Available records START
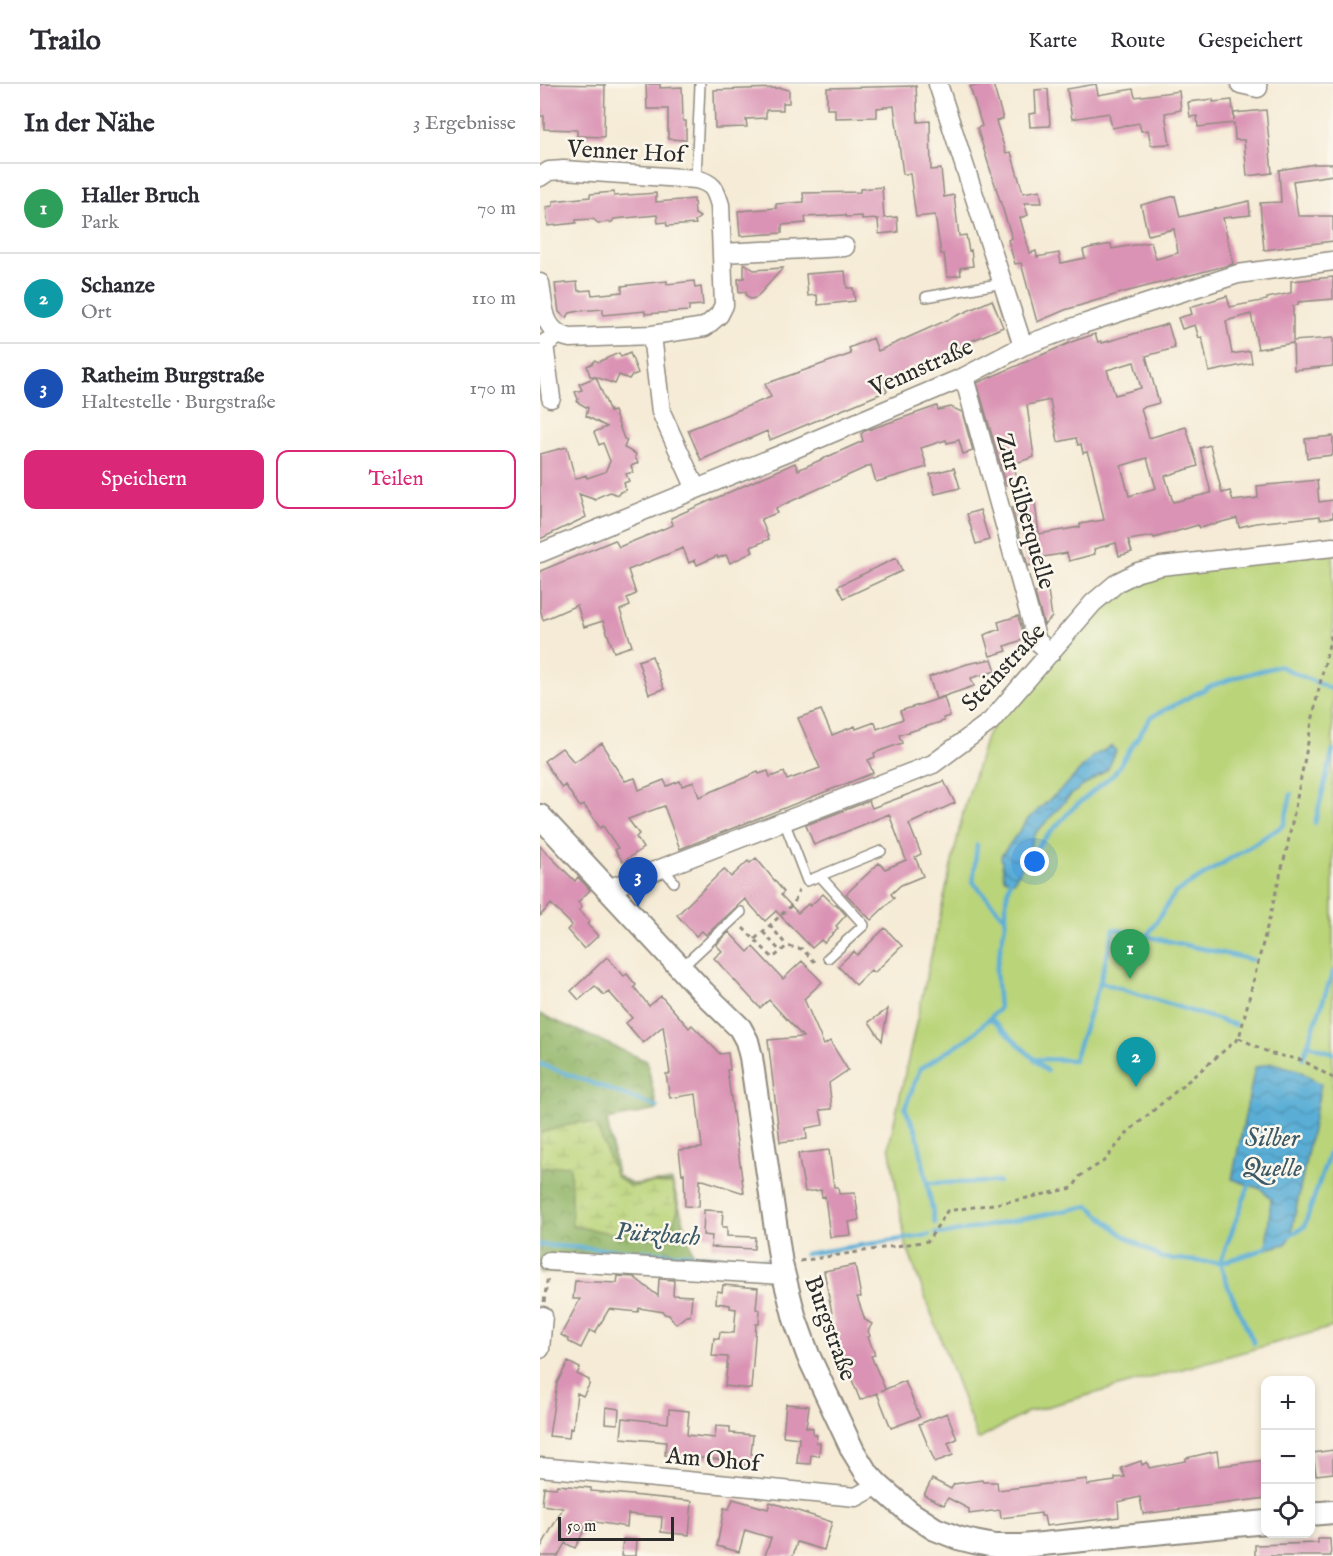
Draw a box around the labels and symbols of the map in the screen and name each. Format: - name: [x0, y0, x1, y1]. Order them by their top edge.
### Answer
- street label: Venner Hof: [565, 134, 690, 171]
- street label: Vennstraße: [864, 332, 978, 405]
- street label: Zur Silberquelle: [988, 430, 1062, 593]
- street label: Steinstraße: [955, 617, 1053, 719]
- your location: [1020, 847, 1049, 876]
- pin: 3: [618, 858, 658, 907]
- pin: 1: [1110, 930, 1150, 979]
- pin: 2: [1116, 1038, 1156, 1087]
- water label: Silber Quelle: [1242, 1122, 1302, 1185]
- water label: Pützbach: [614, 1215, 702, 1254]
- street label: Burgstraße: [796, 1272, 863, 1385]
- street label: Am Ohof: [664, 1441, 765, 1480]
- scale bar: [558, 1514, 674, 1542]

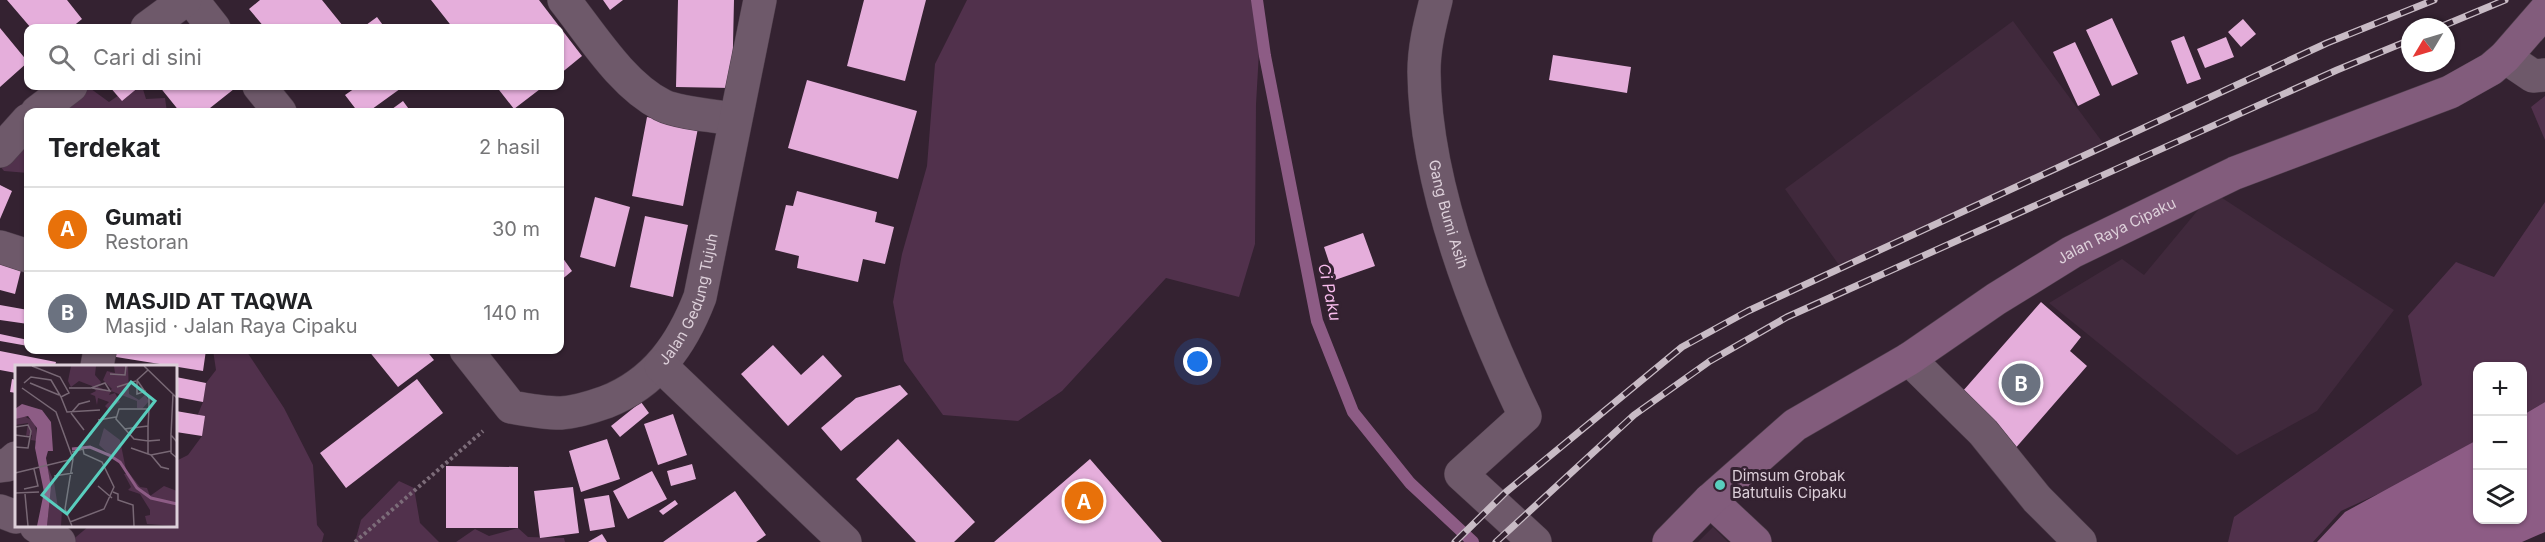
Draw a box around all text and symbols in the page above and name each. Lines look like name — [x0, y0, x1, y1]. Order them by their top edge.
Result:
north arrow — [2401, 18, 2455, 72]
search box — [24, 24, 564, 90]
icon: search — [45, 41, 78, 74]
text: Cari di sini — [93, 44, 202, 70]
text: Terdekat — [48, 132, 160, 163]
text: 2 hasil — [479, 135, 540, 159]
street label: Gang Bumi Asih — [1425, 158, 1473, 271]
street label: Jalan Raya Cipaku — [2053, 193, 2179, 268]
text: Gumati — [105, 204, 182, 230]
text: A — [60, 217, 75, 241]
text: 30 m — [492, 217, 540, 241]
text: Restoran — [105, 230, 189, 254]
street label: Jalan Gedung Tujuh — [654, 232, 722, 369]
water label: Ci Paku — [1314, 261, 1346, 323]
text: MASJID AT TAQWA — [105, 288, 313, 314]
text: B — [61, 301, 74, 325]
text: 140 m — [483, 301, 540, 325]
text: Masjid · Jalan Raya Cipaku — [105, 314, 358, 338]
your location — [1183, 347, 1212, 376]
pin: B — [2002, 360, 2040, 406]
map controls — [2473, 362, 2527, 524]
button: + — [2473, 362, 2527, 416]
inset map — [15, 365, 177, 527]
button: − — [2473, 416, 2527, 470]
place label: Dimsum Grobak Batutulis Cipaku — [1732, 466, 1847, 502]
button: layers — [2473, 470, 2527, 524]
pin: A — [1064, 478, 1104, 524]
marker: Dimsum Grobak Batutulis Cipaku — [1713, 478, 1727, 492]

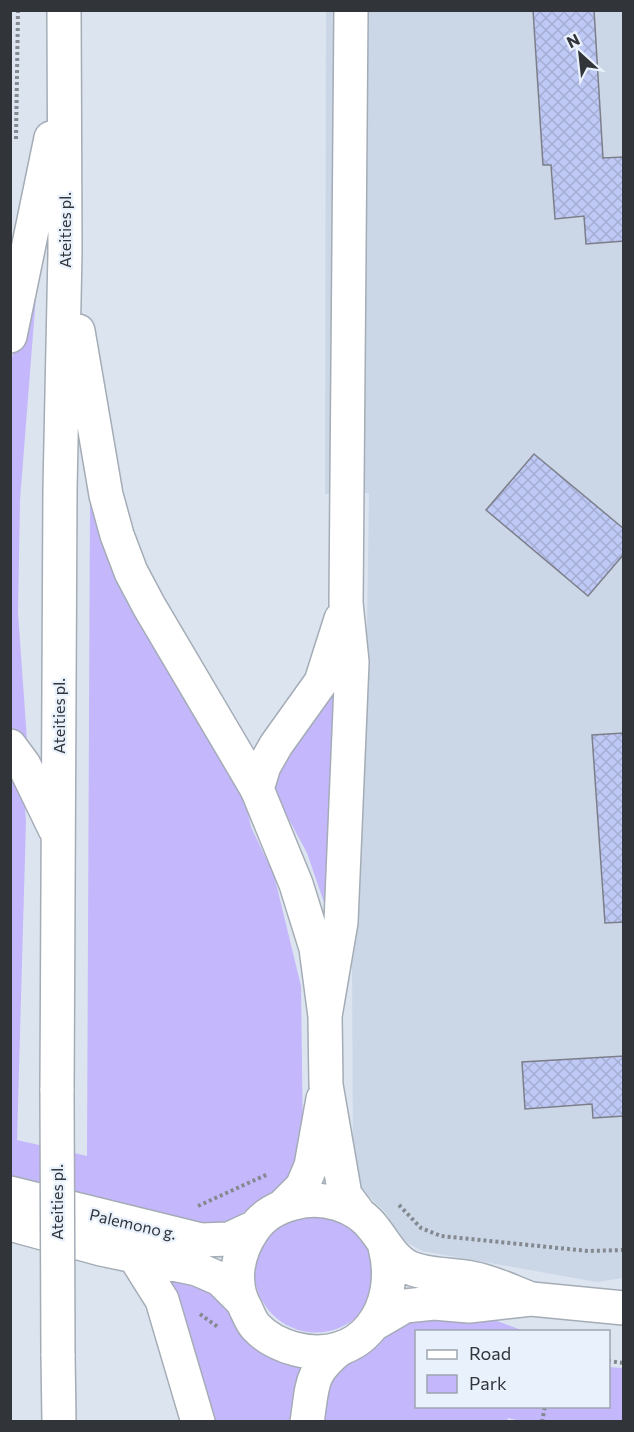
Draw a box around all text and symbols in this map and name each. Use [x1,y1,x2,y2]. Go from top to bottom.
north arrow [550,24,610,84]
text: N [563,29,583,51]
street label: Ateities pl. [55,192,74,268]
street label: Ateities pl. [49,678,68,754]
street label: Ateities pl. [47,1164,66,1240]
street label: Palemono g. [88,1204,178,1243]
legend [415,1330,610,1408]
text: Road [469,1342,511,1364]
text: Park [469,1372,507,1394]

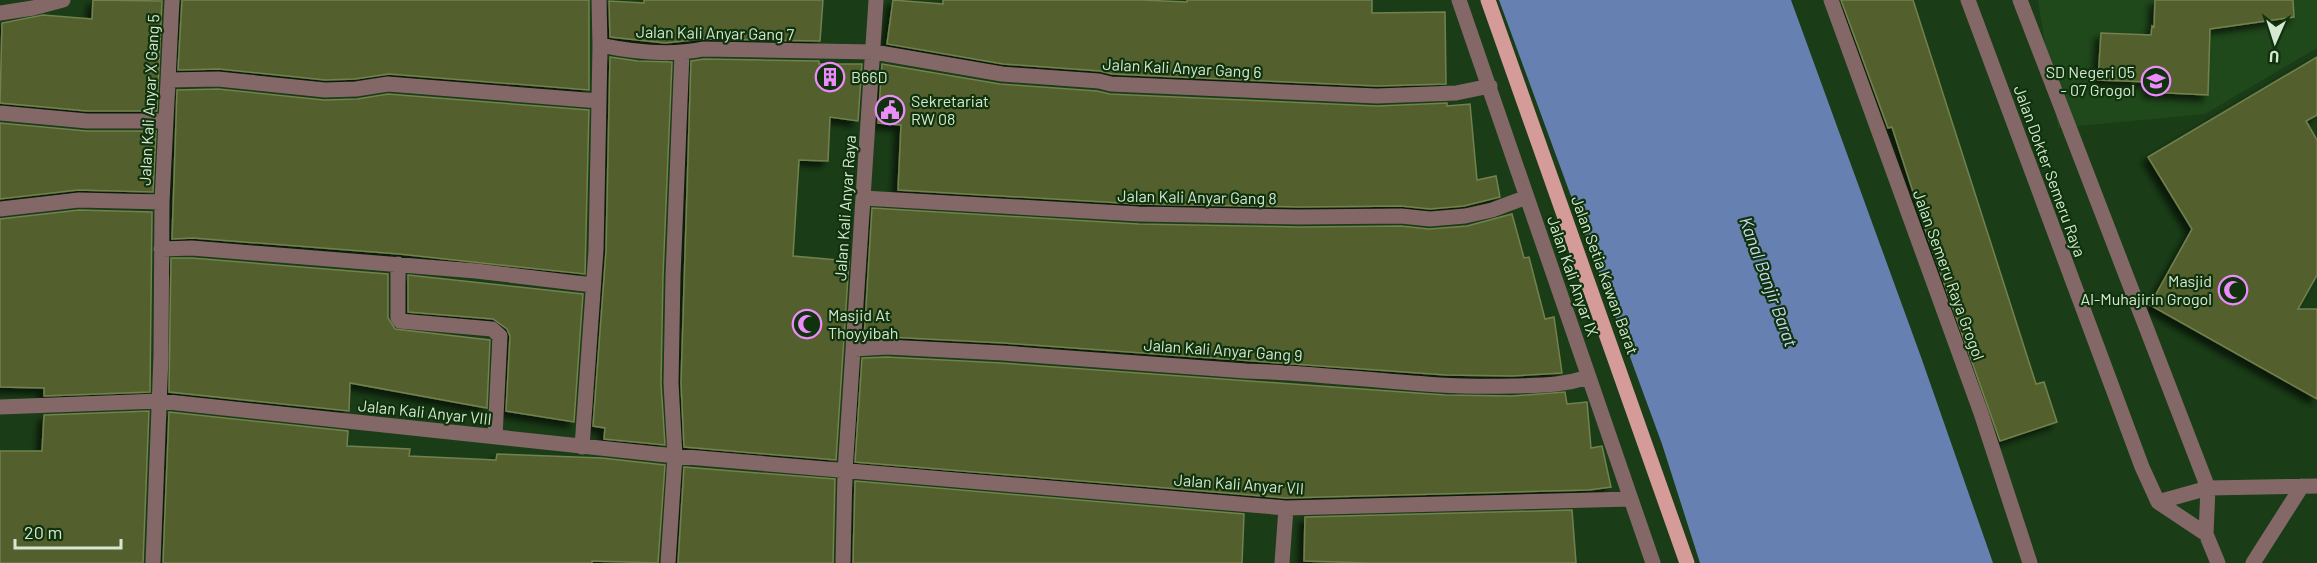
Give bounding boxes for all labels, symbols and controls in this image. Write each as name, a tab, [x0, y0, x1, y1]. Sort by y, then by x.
Available records END
__Problem to solve__.
Return a verbatim transcription of the data, omitting all images.

__Result for this task__.
Draw a box around the labels and symbols of the map in the screen and name each. Format: - name: [x0, y0, x1, y1]. Order them by their top edge.
### Answer
- street label: Venner Hof: [565, 134, 690, 171]
- street label: Vennstraße: [864, 332, 978, 405]
- street label: Zur Silberquelle: [988, 430, 1062, 593]
- street label: Steinstraße: [955, 617, 1053, 719]
- your location: [1020, 847, 1049, 876]
- pin: 3: [618, 858, 658, 907]
- pin: 1: [1110, 930, 1150, 979]
- pin: 2: [1116, 1038, 1156, 1087]
- water label: Silber Quelle: [1242, 1122, 1302, 1185]
- water label: Pützbach: [614, 1215, 702, 1254]
- street label: Burgstraße: [796, 1272, 863, 1385]
- street label: Am Ohof: [664, 1441, 765, 1480]
- scale bar: [558, 1514, 674, 1542]

Draw a box around all text and symbols in the page above and name each. Lines look like name — [x0, y0, x1, y1]. Order them by their top edge.
Result:
north arrow — [2401, 18, 2455, 72]
search box — [24, 24, 564, 90]
icon: search — [45, 41, 78, 74]
text: Cari di sini — [93, 44, 202, 70]
text: Terdekat — [48, 132, 160, 163]
text: 2 hasil — [479, 135, 540, 159]
street label: Gang Bumi Asih — [1425, 158, 1473, 271]
street label: Jalan Raya Cipaku — [2053, 193, 2179, 268]
text: Gumati — [105, 204, 182, 230]
text: A — [60, 217, 75, 241]
text: 30 m — [492, 217, 540, 241]
text: Restoran — [105, 230, 189, 254]
street label: Jalan Gedung Tujuh — [654, 232, 722, 369]
water label: Ci Paku — [1314, 261, 1346, 323]
text: MASJID AT TAQWA — [105, 288, 313, 314]
text: B — [61, 301, 74, 325]
text: 140 m — [483, 301, 540, 325]
text: Masjid · Jalan Raya Cipaku — [105, 314, 358, 338]
your location — [1183, 347, 1212, 376]
pin: B — [2002, 360, 2040, 406]
map controls — [2473, 362, 2527, 524]
button: + — [2473, 362, 2527, 416]
inset map — [15, 365, 177, 527]
button: − — [2473, 416, 2527, 470]
place label: Dimsum Grobak Batutulis Cipaku — [1732, 466, 1847, 502]
button: layers — [2473, 470, 2527, 524]
pin: A — [1064, 478, 1104, 524]
marker: Dimsum Grobak Batutulis Cipaku — [1713, 478, 1727, 492]

Draw a box around all text and symbols in this map and name each. Use [x1,y1,x2,y2]. Go from top to bottom.
north arrow [550,24,610,84]
text: N [563,29,583,51]
street label: Ateities pl. [55,192,74,268]
street label: Ateities pl. [49,678,68,754]
street label: Ateities pl. [47,1164,66,1240]
street label: Palemono g. [88,1204,178,1243]
legend [415,1330,610,1408]
text: Road [469,1342,511,1364]
text: Park [469,1372,507,1394]

Give bounding boxes for all labels, symbols and controls in this image. Write each as name, a tab, [x0, y0, x1, y1]. Sort by y, then by x.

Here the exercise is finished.